For a number of years now De Pont has been following the work of Rosemarie Trockel with great interest. In 1993 herRorschach-Bilder were exhibited here, which were part of the knitted paintings (Strick-Bilder) series that brought her international attention. The knitted paintings revealed some striking aspects of Trockel’s work: the use of unexpected materials and the undermining of ‘typically’ male and female classifications. In Cogito, ergo sum(1988), which is part of the collection of De Pont, the artist comments on the rationalism of Descartes while using a traditionally female technique (in blatantly clumsy way), yet at the same time she paraphrases in wool Malevich’s art-historical icon Black Square and Polke’s famous painted statement Höhere Wesen befahlen: rechte obere Ecke schwarz mahlen! (1969).
But Trockel’s work is not an art of statements and militant stances. It is subtle and full of humor. Ingeniously she gives her comments on, and plays with, traditional values and expectations. Likewise, Kinderspielplatz, bears witness to Trockel’s gift of representing patterns of social interaction with a keen eye. At the same time the work is also suffused with light-hearted fun. The installation at the Venice Biennale consists of three films projected in three different rooms. These three projections represent the past, the present, and the future. A large watchful eye stares at us in the present, the future is still hidden in the dreams of sleep, and the past presents the memories of children’s games and fantasy worlds. These are represented in a cheerful way by eight wondrously designed and decorated children’s cars. Such as the wool-car as a wooly Volkswagen Beetle and the scrap metal-car which is rusty and dented. The brush-car is made of brushes and brooms. In addition, there is a camper, a futuristic aluminum-car, a rubber-car in the shape of a little boat, a graffiti-car and a snow-car.
Each car has its own character, and in a series of drawings Rosemarie Trockel also indicates that a certain type of driver goes with each car. She sees the Alu-Auto being driven by a child wearing a `silver astronaut outfit’ and the `brush-car’ by a child with a crew cut.

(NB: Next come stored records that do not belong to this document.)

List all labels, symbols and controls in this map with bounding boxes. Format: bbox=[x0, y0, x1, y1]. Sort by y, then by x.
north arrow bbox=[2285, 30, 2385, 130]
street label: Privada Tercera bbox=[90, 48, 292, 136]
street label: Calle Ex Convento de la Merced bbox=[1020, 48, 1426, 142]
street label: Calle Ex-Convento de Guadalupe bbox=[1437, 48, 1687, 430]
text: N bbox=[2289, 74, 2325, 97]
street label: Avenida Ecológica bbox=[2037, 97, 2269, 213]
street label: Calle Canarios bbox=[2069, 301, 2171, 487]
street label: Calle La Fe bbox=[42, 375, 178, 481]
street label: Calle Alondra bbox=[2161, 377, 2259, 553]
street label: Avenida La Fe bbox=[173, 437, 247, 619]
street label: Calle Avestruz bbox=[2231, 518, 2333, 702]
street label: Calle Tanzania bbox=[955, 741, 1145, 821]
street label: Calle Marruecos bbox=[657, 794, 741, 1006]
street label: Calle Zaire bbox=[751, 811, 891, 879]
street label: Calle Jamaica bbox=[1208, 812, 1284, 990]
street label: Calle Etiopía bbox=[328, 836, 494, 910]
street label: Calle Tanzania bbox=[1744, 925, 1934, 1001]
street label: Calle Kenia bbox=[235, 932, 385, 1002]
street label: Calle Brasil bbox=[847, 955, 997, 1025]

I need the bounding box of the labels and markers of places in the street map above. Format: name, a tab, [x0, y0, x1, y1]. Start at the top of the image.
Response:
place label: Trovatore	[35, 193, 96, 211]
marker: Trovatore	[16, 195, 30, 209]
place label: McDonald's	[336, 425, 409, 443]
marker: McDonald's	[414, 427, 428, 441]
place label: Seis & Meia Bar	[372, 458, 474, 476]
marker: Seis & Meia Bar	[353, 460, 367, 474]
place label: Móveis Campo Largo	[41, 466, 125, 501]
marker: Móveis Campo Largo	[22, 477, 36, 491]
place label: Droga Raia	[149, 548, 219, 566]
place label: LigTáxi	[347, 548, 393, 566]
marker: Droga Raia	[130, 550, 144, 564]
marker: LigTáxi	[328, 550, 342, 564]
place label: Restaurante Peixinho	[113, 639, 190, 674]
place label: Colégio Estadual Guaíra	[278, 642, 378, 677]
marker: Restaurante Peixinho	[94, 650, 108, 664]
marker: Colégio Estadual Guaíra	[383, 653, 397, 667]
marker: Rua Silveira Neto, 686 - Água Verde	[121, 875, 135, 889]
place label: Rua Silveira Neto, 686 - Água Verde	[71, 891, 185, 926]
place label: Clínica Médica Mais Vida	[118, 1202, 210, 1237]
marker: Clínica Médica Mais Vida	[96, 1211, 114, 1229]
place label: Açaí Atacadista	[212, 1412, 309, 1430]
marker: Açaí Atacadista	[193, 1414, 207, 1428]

The jolly imagination exuding from these cars might evoke childhood memories in adults. To children they first and foremost look like inviting toys. With KinderspielplatzTrockel has made a work in which she explores attitudes of observation and participation by letting an `adult’ work entice one to `childlike’ perceptions, while at the same time presenting the playing child as an alter ego of the adult `homo ludens’. Kinderspielplatz is an artwork that invites the viewer to experience it by driving around in it, by setting it into motion. Not only by the children behind the wheel but also by adult viewers. This `interactiveness’ of the work is characteristic of the concerns and the attitude of many contemporary artists who choose to create – and situate, as the case may be – their work not only starting from but also within the environment of everyday life. The immediate environment of our social world and the social intercourse of all our daily doings can in this way become the context, and even the content, of art. In this respect Trockel reveals an indebtedness to Joseph Beuys. His `social sculptures’ were a constant invitation to spectators to participate in the artwork, and in so doing he tried to reverse the positions of the artist and the viewer. His apothegm: `Everyone is an artist’ is seconded by Trockel’s children at play.